I arrived in Switzerland for Thanksgiving week with Maura, Fed and Oscar, who’s now 4 1/2. Maura’s from the Boston area, and we met when we were both working in Warsaw; she met Fed, who’s Swiss-Italian, when both were on vacation at a resort in Mexico.


On Thanksgiving, Maura, Oscar and I went into Zurich for a traditional turkey meal at the Zurich International Women’s Club. But yesterday (Sunday) we did the deed at home -- a fat juicy turkey with sage and porcini stuffing, roasted potatoes and carrots, sweet potatoes smashed with Oscar’s excellent assistance, fresh cranberry sauce, and dessert: apple pie by me and chocolatey brownies by Maura, both served with ice cream.

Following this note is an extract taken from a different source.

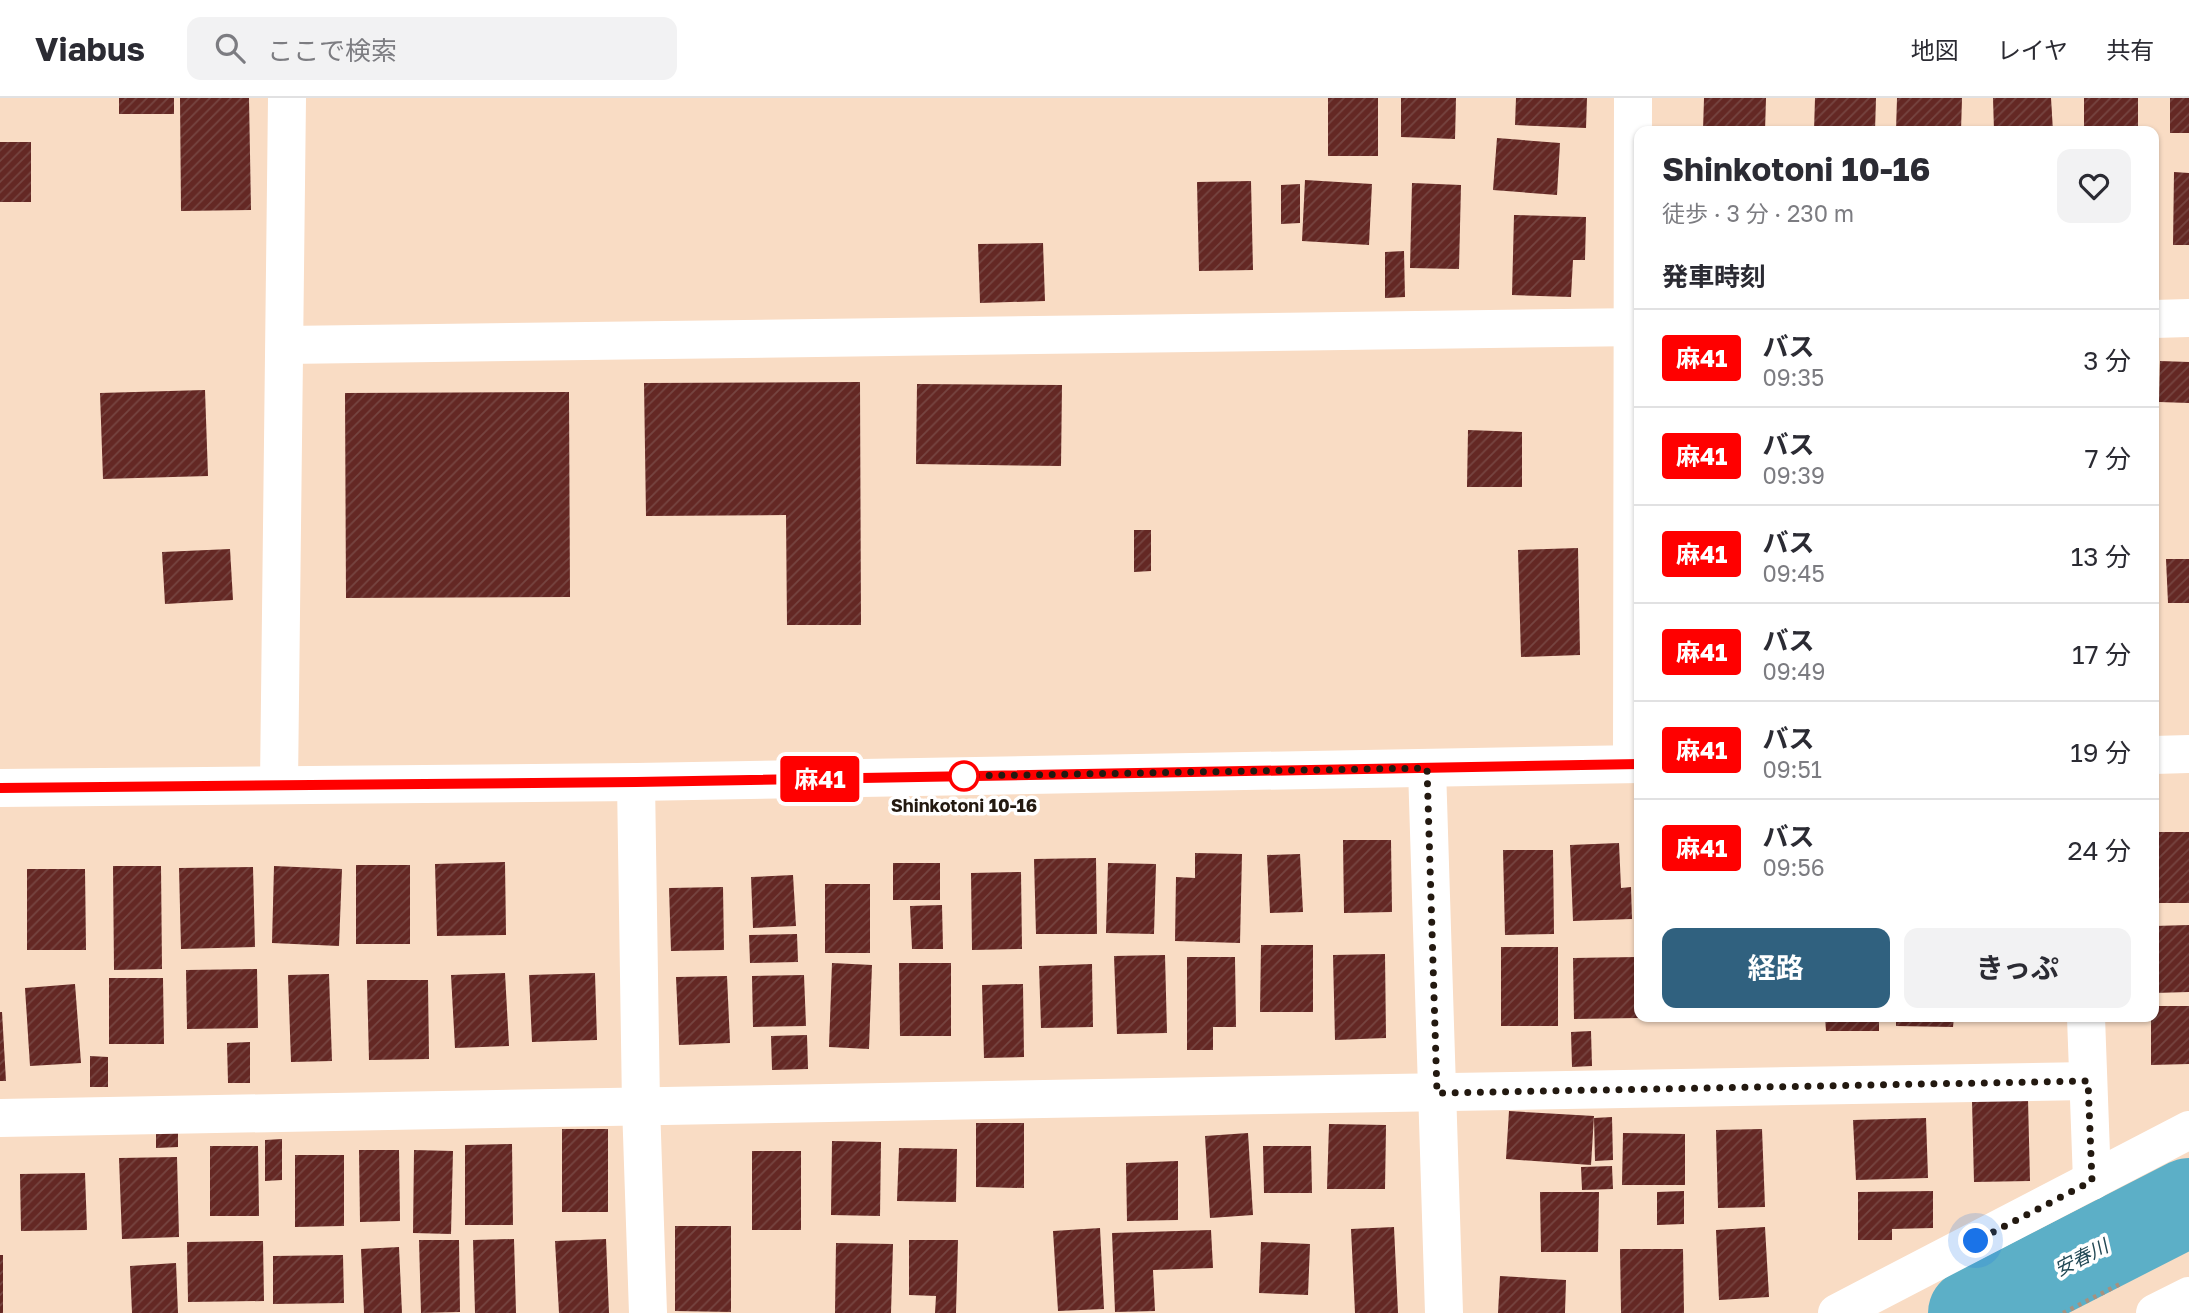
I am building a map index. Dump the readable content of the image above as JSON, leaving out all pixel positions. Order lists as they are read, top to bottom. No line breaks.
{"water":["安春川"],"places":["Shinkotoni 10-16"],"lines":["bus line 麻41"],"page":{"header":"Viabus","search":"ここで検索","nav":["地図","レイヤ","共有"],"on_map":"麻41","heading":[["Shinkotoni 10-16","徒歩 · 3 分 · 230 m"],"発車時刻"],"list":[{"mark":"麻41","name":"バス","note":"09:35","value":"3 分"},{"mark":"麻41","name":"バス","note":"09:39","value":"7 分"},{"mark":"麻41","name":"バス","note":"09:45","value":"13 分"},{"mark":"麻41","name":"バス","note":"09:49","value":"17 分"},{"mark":"麻41","name":"バス","note":"09:51","value":"19 分"},{"mark":"麻41","name":"バス","note":"09:56","value":"24 分"}],"buttons":["経路","きっぷ"]}}
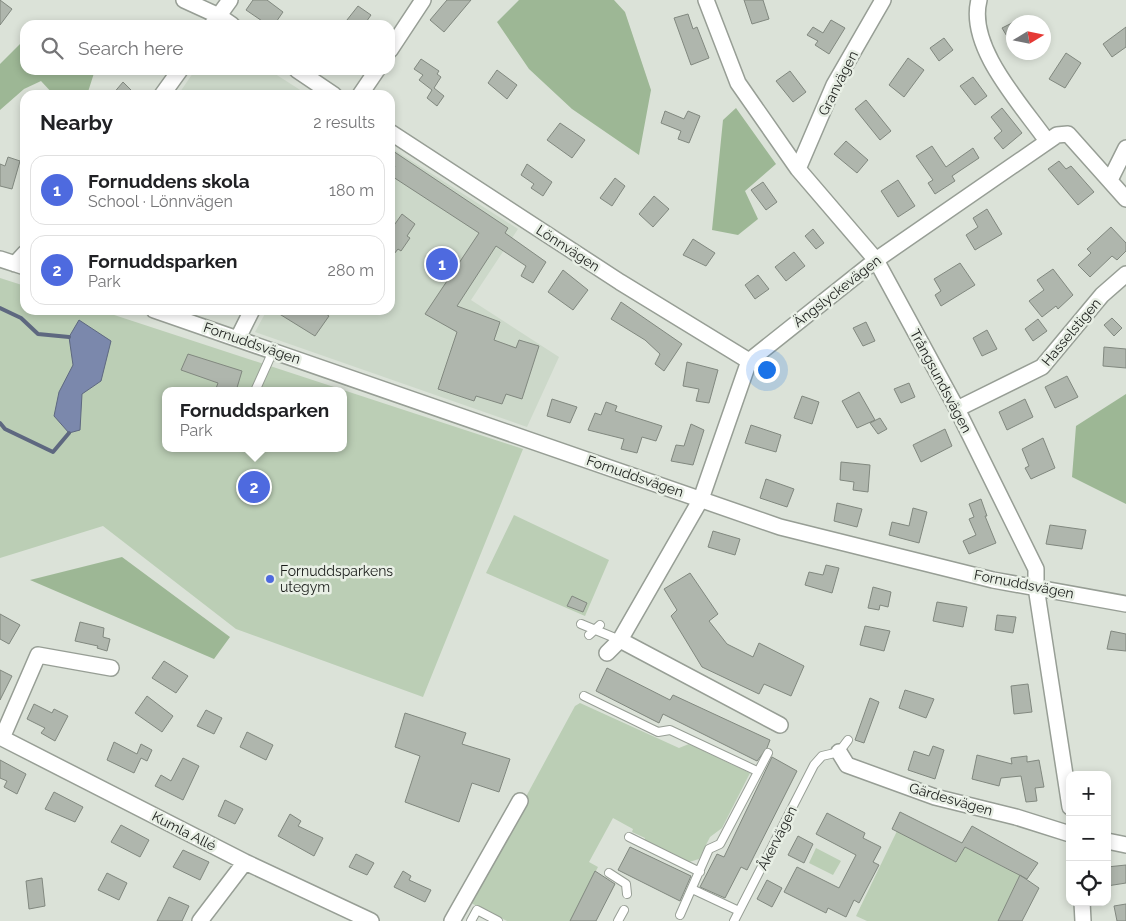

Maura and I went shopping and to lunch on Saturday afternoon while Fed and Oscar played at home. Shopping with Maura is always fun -- and expensive. On my last trip to Zurich, I blew about $1000 but still wear most of those clothes. This time, despite my best efforts to buy anything, I couldn’t resist a pair of dressy slacks that I actually need and an interesting purple sweater that goes well with the slacks. It’s only money, right? That evening I stayed with Oscar while his parents had a night out. We all feared that he might be upset, but au contraire. He was an angel, even went to bed without so much as a peep. However, Maura and I forgot we’d planned to make the pies on Saturday, resulting in a small panic on Sunday as we considered the logistics of baking the turkey, veggies, two pies and brownies ... in her single oven. Thankfully it’s a convection oven, which speeds up cooking, and made it possible for everything to be ready on time. We and our guests (friends of Maura and Fed with two sons) were appropriately stuffed at the end of the day.


Today Oscar bundled up in his waterproof snow gear to attend his activity group. Regardless of the weather, the group goes outdoors and does outdoor-related activities. With the darkening sky, falling snow and accumulated fallen snow, the line of pre-schoolers was barely visible as they trudged toward us at the end of the day.


Last time I visited Einsiedeln, Oscar was still a toddler. Now he’s a boy whose favorite word is “no.” Maura says when he tells you that, it means he likes you. So I’ve decided he loves me. He’s very curious, has boundless energy and flirts a lot; he reminds me of Peter at that age. And like Peter, he has his favorite films. Peter’s were first Ferris Buehler’s Day Off and later The Blues Brothers. He watched them so often that I could quote most of the dialogue. Oscar loves Polar Express, an animated Christmas film ... and after a few days with him, I now know a lot of that film’s dialogue. I’d never seen the film before and did enjoy it. Tom Hanks is the key voice in the story, and the detail and cleverness of the animation reminded me of Dr. Seuss. I’m off to another viewing. More another day.